当時の私たちは、あの電鉄の電車を数種に分類していた。
・ロマンスカー
某温泉行の新造車。東急のアオガエルみたいに、いかにも昭和30年代らしい丸っこいデザインで、前面の湘南顔はすでに多少、賞味期限切れ気味であったかも。
2両編成。4両しか存在しない。
・新型
いかにも昭和40年代的デザイン。ロマンスカーを貫通化、ロングシート化したと言えばそうだが、客用扉が両開きのもの、片開きのもの、両運車、片運車と数種に分かれるが、幼稚園児には識別は無理。本当のところ、新造車だけでなく、ツリカケ式の車体更新車まで混じっていた。
・赤電
ツリカケ式旧型車のうち、ロマンスカーや新型と同一の赤系塗装のもの。
・青電
ツリカケ式旧型車のうち、グリーン系の塗装のもの。この電鉄の旧塗装であった。
赤電、青電が実は塗装の違いでしかないとは、もちろん子供らは全く気付いていない。
この他に電気機関車が1両存在し、ごくたまに見かけた。
母が言っていたことだが、この電鉄では車内になぜか椅子のないポカンとしたスペースが存在し、
「何を積むためだろう?」
と父と一緒に不思議がったそうだ。そして夫婦間の議論の末に得られた答えが、
「きっと牛を積むためであろう」
であったのには、やれやれ。
この鉄道の沿線には有名な温泉があり、「温泉へ行く」というよりも、「湯治」というほうがそれっぽく聞こえるが、戦前の日本では、湯治とは一家をあげての大行事だったようだ。

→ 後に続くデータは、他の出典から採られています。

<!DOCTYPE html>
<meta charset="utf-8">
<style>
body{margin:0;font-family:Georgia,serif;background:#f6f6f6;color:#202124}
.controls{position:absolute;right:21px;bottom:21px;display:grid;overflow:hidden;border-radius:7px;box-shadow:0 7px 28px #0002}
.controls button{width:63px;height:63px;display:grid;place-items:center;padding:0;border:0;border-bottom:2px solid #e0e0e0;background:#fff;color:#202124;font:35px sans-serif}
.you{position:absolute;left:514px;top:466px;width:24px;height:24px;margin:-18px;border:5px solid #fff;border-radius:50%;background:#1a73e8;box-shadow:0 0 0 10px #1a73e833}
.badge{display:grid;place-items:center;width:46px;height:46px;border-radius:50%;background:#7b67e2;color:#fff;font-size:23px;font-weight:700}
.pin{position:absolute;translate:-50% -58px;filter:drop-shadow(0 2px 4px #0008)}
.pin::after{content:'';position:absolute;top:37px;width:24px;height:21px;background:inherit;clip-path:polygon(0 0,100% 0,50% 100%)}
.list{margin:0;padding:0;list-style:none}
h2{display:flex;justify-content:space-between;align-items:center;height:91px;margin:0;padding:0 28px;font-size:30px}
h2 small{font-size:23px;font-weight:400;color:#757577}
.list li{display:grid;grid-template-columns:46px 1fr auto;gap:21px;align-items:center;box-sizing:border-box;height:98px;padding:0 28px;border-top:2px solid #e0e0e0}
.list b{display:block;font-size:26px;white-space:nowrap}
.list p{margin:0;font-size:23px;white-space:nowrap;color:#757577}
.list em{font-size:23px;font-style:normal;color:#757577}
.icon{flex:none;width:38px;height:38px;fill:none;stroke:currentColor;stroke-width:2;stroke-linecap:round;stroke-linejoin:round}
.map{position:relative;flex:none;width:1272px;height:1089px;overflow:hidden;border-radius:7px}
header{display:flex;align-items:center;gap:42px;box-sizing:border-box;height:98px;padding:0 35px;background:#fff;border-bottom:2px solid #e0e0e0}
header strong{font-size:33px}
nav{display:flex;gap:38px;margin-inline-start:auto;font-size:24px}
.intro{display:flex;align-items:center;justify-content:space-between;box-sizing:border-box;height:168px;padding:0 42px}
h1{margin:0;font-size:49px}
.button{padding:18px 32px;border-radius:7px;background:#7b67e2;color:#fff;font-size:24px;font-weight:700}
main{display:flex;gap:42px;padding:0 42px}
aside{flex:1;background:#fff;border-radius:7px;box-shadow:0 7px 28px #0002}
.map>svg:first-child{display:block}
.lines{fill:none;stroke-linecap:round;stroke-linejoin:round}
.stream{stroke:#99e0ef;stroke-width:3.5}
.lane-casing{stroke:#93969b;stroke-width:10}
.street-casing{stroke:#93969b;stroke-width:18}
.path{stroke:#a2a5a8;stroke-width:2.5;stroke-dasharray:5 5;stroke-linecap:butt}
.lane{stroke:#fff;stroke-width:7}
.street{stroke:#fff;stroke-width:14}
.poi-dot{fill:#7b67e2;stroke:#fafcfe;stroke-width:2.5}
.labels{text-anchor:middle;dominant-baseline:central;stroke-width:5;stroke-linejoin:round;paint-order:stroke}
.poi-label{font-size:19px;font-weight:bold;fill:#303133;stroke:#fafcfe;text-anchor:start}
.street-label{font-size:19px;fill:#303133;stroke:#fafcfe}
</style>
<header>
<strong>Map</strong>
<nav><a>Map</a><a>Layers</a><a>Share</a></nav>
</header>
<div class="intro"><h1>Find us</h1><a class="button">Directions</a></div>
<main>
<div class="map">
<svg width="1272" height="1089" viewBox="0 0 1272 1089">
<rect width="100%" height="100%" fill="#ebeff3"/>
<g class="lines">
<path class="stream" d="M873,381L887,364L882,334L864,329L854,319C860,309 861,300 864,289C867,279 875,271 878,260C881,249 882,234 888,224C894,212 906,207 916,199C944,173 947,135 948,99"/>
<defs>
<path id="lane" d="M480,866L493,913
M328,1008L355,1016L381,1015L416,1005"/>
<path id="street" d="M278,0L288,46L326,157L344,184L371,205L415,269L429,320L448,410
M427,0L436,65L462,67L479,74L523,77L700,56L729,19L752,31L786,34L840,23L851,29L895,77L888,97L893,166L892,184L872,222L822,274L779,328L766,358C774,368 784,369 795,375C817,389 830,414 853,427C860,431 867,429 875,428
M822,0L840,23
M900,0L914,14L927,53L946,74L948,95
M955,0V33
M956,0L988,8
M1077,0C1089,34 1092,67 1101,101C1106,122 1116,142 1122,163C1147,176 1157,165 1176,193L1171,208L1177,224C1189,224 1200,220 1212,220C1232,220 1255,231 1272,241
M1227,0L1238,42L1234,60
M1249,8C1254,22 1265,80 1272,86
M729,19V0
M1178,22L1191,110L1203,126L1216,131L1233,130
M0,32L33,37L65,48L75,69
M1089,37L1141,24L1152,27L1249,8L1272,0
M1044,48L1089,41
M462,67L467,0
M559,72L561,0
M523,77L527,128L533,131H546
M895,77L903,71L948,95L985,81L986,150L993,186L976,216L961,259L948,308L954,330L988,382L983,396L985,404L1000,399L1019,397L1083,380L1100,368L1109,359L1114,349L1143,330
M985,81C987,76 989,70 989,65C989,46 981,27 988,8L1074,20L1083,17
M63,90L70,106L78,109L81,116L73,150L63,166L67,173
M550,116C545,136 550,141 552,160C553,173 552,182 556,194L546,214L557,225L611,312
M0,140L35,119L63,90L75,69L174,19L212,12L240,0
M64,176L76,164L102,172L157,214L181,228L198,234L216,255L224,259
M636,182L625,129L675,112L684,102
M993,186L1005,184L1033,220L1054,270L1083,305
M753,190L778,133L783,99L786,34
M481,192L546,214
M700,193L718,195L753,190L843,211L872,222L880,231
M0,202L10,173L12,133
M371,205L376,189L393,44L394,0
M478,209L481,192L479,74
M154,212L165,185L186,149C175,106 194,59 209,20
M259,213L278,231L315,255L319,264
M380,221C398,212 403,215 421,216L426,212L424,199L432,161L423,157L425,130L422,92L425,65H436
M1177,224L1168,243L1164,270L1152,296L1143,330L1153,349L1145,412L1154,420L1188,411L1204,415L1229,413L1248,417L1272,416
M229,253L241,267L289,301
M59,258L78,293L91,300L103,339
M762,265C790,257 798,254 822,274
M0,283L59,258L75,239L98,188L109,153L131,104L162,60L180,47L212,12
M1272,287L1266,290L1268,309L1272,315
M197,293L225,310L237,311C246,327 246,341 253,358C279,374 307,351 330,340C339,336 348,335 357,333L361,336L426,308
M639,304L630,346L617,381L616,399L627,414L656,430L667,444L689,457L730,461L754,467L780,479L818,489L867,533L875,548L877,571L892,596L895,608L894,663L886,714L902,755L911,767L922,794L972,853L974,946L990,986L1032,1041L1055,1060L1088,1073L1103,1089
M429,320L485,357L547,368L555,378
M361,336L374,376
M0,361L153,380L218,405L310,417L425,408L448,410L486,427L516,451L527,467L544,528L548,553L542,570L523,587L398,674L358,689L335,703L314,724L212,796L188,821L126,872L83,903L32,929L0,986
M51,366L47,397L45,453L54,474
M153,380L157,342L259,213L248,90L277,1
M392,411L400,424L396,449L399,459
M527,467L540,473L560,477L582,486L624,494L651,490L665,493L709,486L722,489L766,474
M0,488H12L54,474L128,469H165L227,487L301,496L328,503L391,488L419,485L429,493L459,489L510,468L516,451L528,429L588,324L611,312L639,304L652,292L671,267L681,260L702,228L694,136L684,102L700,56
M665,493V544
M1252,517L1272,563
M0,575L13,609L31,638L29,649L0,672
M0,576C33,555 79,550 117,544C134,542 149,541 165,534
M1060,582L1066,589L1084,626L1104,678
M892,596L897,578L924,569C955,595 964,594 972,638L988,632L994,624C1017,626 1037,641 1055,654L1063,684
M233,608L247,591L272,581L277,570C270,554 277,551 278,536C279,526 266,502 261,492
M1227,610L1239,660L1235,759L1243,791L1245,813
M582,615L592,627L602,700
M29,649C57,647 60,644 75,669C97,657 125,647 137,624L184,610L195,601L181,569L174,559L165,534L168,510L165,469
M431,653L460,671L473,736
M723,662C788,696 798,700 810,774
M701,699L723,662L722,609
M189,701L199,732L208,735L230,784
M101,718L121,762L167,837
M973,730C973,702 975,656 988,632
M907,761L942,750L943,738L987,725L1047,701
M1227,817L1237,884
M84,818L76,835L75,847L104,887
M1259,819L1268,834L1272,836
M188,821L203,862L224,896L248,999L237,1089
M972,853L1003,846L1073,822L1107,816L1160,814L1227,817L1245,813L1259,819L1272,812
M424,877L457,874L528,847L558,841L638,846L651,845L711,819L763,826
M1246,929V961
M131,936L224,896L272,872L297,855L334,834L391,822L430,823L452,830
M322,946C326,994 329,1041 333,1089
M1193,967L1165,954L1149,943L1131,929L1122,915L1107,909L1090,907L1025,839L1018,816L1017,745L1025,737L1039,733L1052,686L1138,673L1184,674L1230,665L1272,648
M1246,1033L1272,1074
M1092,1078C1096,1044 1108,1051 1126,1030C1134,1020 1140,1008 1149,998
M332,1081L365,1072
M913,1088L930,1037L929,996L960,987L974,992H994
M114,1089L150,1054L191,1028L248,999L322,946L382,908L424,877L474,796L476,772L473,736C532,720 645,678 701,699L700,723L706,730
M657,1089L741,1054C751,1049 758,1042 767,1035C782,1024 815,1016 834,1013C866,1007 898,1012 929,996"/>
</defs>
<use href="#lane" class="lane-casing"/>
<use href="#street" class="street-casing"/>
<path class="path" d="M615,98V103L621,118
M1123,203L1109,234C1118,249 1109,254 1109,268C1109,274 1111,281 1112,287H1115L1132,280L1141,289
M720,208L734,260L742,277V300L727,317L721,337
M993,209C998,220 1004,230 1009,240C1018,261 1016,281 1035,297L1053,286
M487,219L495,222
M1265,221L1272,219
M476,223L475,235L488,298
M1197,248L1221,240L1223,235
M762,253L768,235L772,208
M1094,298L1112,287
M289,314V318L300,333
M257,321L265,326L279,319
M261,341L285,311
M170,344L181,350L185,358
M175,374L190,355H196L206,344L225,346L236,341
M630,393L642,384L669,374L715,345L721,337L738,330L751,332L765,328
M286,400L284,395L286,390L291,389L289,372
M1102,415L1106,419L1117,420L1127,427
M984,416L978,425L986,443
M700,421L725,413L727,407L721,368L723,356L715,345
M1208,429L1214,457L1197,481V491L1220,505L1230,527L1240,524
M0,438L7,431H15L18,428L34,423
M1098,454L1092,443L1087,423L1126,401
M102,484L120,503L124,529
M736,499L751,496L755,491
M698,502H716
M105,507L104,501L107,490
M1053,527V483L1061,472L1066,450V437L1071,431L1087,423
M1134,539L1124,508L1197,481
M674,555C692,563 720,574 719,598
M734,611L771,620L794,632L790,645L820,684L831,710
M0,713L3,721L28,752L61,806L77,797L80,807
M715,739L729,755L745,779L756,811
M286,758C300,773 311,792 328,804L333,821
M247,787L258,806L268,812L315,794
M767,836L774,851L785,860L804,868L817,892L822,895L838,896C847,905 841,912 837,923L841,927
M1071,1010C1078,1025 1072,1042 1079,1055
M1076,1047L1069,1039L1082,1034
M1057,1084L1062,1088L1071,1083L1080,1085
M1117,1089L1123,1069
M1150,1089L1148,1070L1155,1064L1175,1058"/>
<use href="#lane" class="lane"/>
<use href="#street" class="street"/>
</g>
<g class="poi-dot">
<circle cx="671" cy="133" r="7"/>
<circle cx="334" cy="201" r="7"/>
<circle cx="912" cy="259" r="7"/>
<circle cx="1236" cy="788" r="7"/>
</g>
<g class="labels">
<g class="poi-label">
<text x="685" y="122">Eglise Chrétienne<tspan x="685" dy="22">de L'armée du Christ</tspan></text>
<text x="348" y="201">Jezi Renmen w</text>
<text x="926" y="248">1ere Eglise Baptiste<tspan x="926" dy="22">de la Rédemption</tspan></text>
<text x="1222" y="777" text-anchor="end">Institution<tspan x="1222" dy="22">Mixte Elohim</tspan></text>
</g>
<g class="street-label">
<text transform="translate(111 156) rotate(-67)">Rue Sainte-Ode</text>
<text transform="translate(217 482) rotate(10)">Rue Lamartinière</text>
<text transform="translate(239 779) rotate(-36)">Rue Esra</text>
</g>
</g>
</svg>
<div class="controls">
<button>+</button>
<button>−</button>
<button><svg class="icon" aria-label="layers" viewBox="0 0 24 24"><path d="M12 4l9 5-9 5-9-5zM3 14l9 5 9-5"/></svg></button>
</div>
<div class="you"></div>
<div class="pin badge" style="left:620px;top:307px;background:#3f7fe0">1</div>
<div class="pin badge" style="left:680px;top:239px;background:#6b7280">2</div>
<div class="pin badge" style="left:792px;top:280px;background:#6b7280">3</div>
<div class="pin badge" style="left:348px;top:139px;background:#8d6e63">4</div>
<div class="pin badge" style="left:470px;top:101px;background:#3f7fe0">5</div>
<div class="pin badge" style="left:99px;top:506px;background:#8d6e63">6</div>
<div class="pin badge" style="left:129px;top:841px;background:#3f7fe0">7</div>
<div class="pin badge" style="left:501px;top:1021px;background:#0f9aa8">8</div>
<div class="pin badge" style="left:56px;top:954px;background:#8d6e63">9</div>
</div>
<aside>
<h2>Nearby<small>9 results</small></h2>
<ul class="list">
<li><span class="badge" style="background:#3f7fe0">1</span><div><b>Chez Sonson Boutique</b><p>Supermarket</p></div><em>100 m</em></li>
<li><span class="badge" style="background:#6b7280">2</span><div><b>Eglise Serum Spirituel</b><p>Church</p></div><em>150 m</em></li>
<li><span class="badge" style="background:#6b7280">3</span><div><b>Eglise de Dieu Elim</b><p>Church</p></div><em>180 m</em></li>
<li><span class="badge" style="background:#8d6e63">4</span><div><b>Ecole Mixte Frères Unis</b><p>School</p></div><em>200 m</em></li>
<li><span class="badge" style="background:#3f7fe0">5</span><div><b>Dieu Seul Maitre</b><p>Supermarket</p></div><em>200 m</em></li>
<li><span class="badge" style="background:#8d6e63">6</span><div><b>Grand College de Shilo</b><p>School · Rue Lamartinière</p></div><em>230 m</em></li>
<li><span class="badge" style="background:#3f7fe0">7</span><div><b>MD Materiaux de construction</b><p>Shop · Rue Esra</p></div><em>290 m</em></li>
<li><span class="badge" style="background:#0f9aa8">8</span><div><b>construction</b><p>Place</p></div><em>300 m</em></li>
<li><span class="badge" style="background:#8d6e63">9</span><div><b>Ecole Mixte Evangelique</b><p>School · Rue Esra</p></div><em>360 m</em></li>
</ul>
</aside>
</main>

1週間や2週間は温泉場で過ごすのが当たり前で、長期滞在するための宿屋も存在し、食事はそこで自炊する。
すると当然、湯治に出かけるための持ち物は、鍋釜を含む大荷物となる…、ということだと思う。
そういう大荷物に対応するため、この電鉄の古い電車には荷物室があった(全車ではない)。
モハやクモハではなく、ここでは「デ」と称するから、デニがクモハニの意味になる。
だが私が利用していた時代でも、大荷物をかかえての長期の湯治は、すでに過去のものとなっていたのだろう。デニの荷物室は客室として開放されていたらしく思える。
それを見て私の両親が首をかしげていたわけ。